The slopes of the tangent lines to the graph of the function f(x) increase as x increases.

At what rate do the slopes of the tangent lines increase?
f(x) = x2 – 1

Thanks for the help.. really need it.

To find the rate at which the slopes of the tangent lines increase for the given function, we need to find the derivative of the function f(x) = x^2 - 1.

The derivative of a function measures the rate of change of the function at any given point. In this case, the derivative will give us the slope of the tangent line to the graph of f(x) at each point.

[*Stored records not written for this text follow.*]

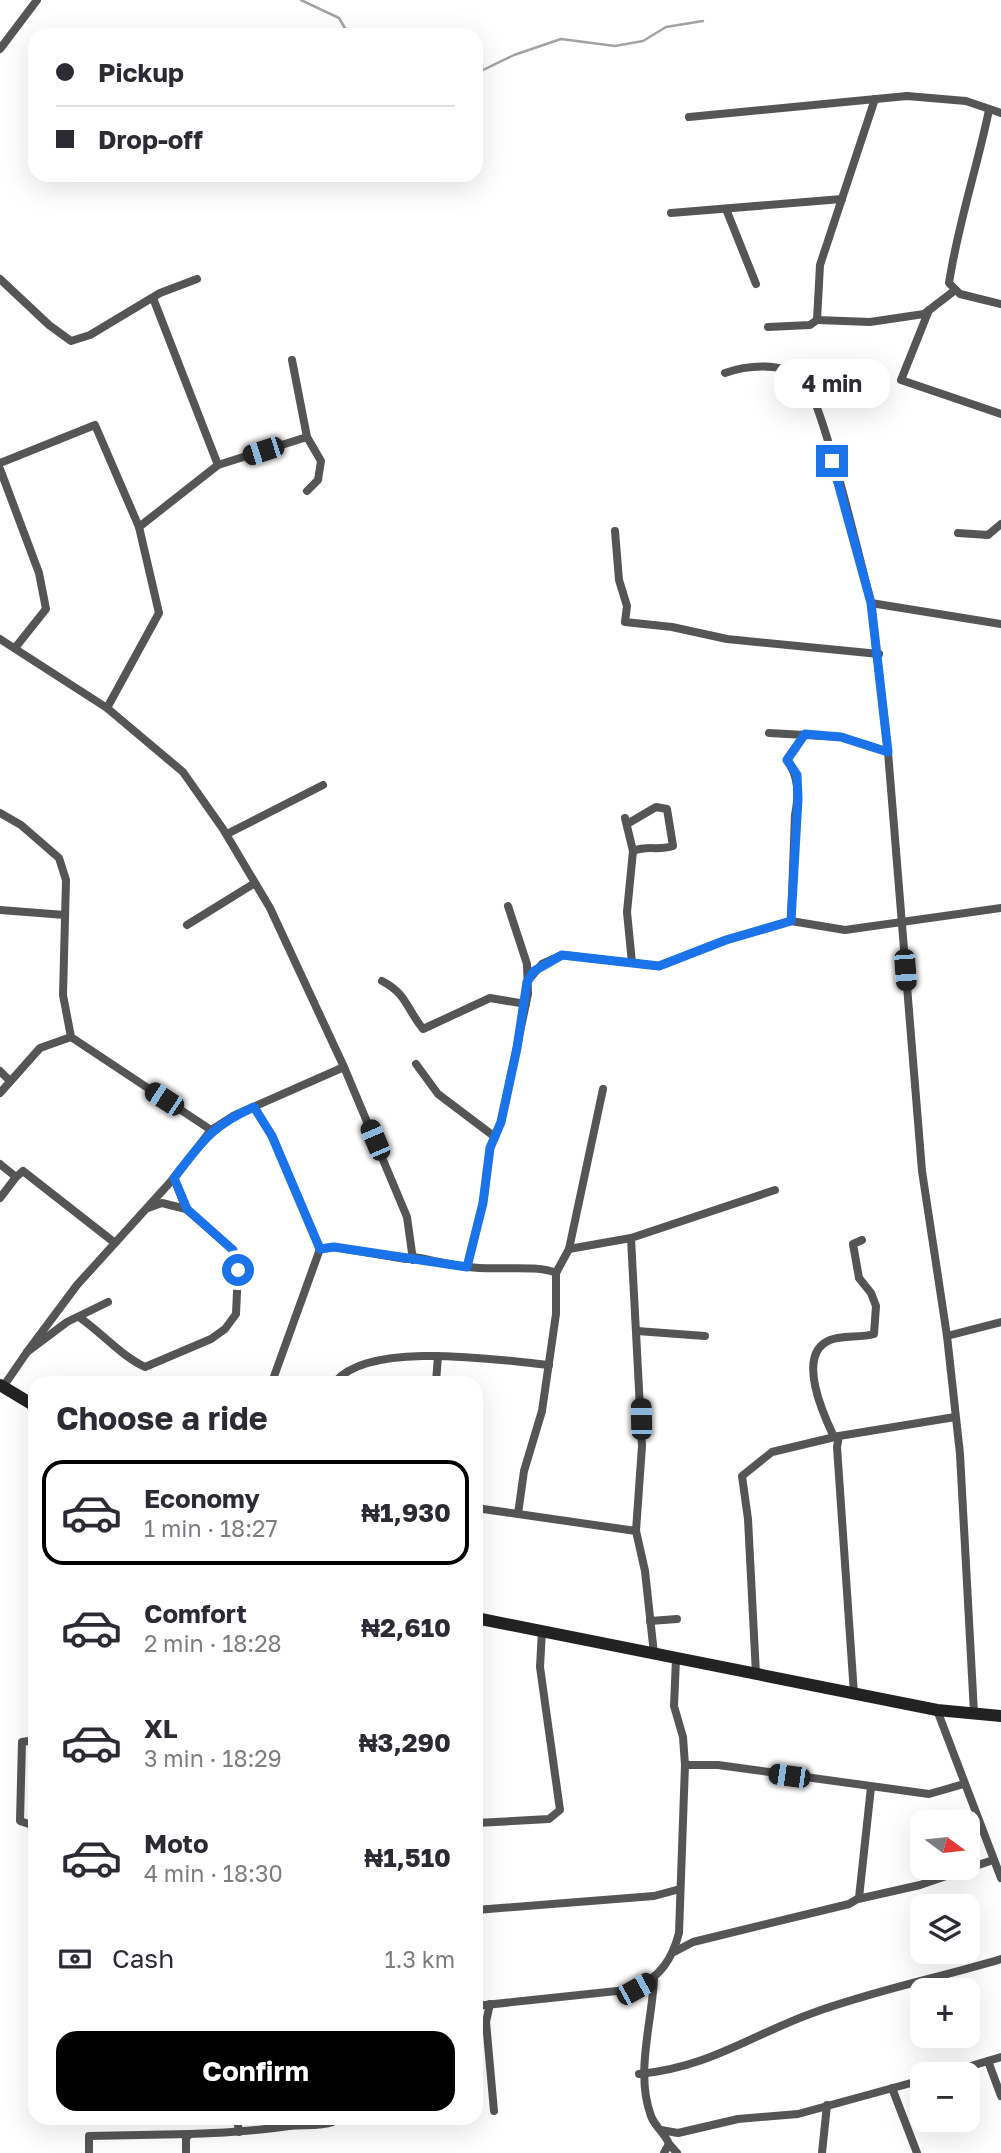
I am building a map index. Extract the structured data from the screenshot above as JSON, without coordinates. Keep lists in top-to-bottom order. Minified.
{"north":"right","page":{"banner":["Pickup","Drop-off"],"bubble":"4 min","heading":"Choose a ride","list":[{"name":"Economy","note":"1 min · 18:27","value":"₦1,930"},{"name":"Comfort","note":"2 min · 18:28","value":"₦2,610"},{"name":"XL","note":"3 min · 18:29","value":"₦3,290"},{"name":"Moto","note":"4 min · 18:30","value":"₦1,510"}],"map_buttons":["+","−"],"pay":["Cash","1.3 km"],"buttons":"Confirm"}}
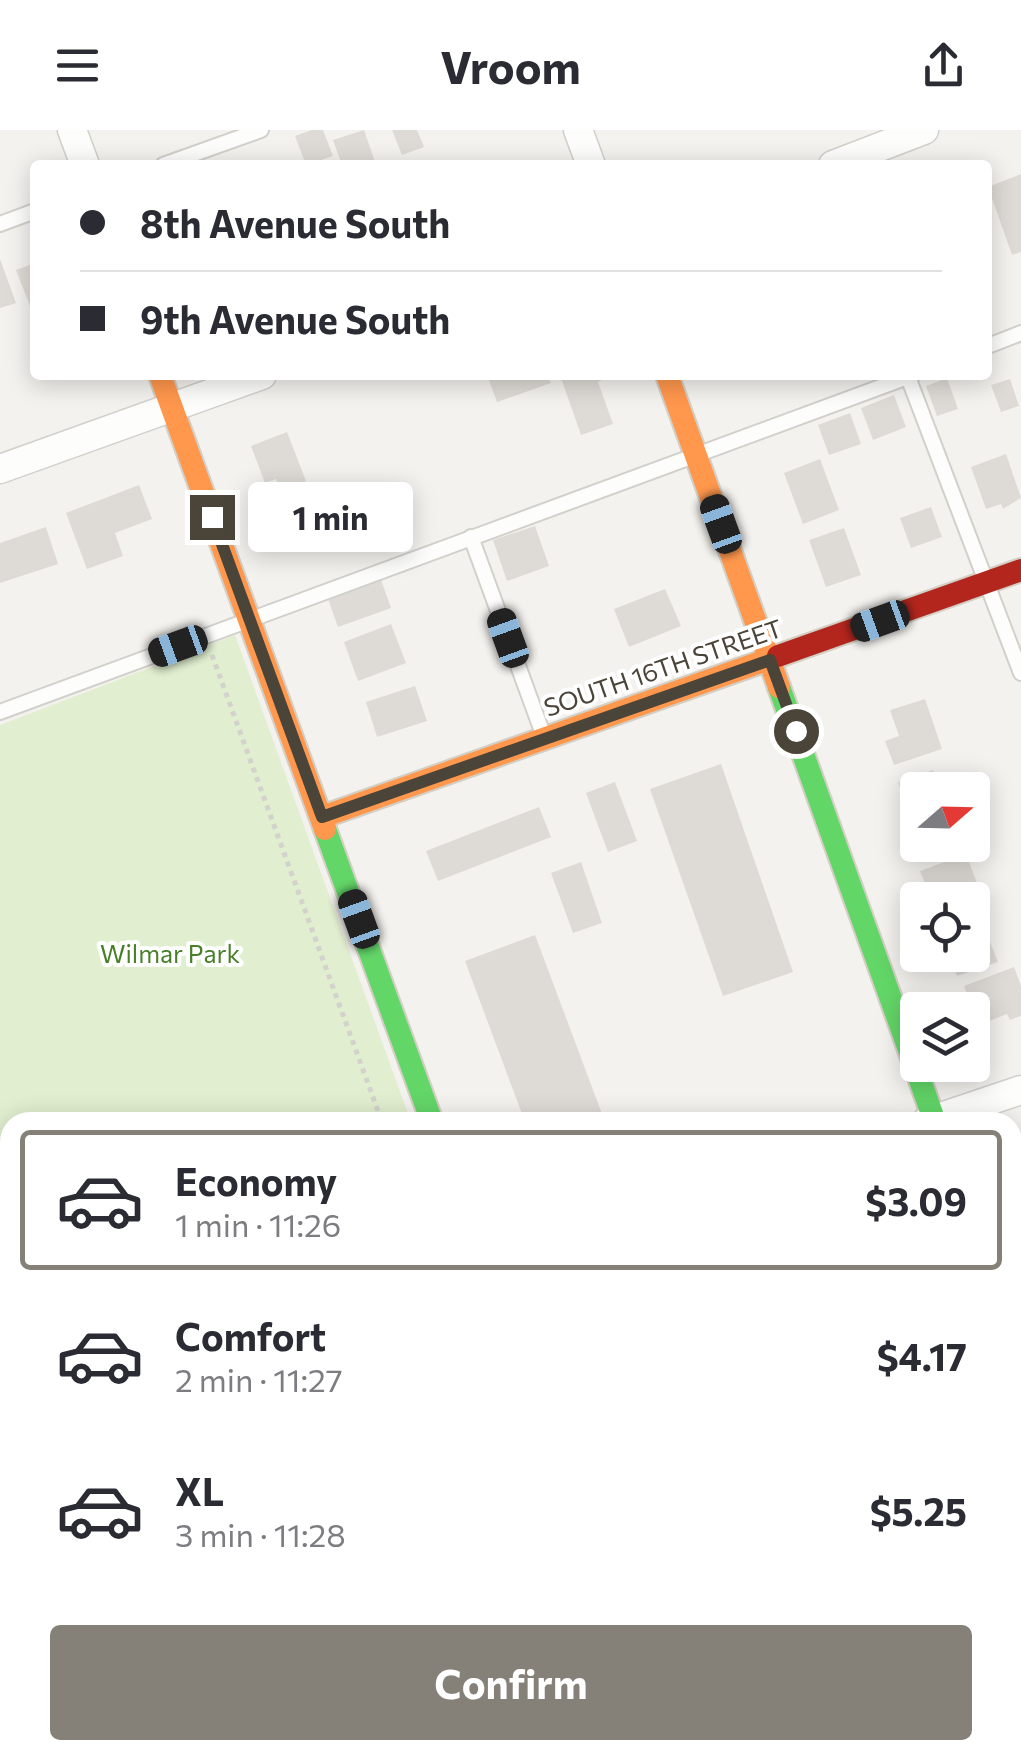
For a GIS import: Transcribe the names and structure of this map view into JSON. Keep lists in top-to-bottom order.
{
  "streets": {
    "street": ["SOUTH 16TH STREET"]
  },
  "parks": ["Wilmar Park"],
  "north": "right",
  "page": {
    "header": "Vroom",
    "banner": ["8th Avenue South", "9th Avenue South"],
    "bubble": "1 min",
    "list": [
      {
        "name": "Economy",
        "note": "1 min · 11:26",
        "value": "$3.09"
      },
      {
        "name": "Comfort",
        "note": "2 min · 11:27",
        "value": "$4.17"
      },
      {
        "name": "XL",
        "note": "3 min · 11:28",
        "value": "$5.25"
      }
    ],
    "buttons": "Confirm"
  }
}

To find the derivative of the given function, we can use the power rule of differentiation. The power rule states that if we have a function of the form f(x) = ax^n, where a is a constant and n is any real number, then the derivative of f(x) is given by:

f'(x) = n * ax^(n-1)

Applying this rule to our function f(x) = x^2 - 1, we find:

f'(x) = 2 * x^(2-1) = 2x

So, the derivative of f(x) is f'(x) = 2x.

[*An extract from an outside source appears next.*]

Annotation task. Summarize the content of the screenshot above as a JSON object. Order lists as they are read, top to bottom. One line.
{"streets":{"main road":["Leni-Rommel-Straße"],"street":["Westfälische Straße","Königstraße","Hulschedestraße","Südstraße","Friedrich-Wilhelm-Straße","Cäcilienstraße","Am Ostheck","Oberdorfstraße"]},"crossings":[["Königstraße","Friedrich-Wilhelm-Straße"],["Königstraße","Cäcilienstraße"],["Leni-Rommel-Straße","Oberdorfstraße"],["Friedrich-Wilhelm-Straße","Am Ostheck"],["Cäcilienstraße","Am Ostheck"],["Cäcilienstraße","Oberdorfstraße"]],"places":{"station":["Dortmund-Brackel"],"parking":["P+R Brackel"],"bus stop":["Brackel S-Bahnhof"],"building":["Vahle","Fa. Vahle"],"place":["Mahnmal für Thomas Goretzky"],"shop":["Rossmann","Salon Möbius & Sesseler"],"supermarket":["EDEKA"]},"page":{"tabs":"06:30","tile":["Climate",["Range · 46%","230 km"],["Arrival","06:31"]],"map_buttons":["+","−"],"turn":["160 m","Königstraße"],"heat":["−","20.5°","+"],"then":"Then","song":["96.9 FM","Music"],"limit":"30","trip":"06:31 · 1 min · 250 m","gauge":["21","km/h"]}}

Now, since we are interested in the rate at which the slopes of the tangent lines increase, we need to find the derivative of the derivative, which is also known as the second derivative. In other words, we need to find the derivative of f'(x) = 2x.

Using the power rule again, we find:

f''(x) = 2 * 1 * x^(1-1) = 2

Therefore, the second derivative of f(x) is f''(x) = 2.

Since the second derivative is a constant value of 2, it tells us that the rate at which the slopes of the tangent lines increase is a constant rate of 2 units per increase in x.

So, the slopes of the tangent lines to the graph of the function f(x) = x^2 - 1 increase at a rate of 2.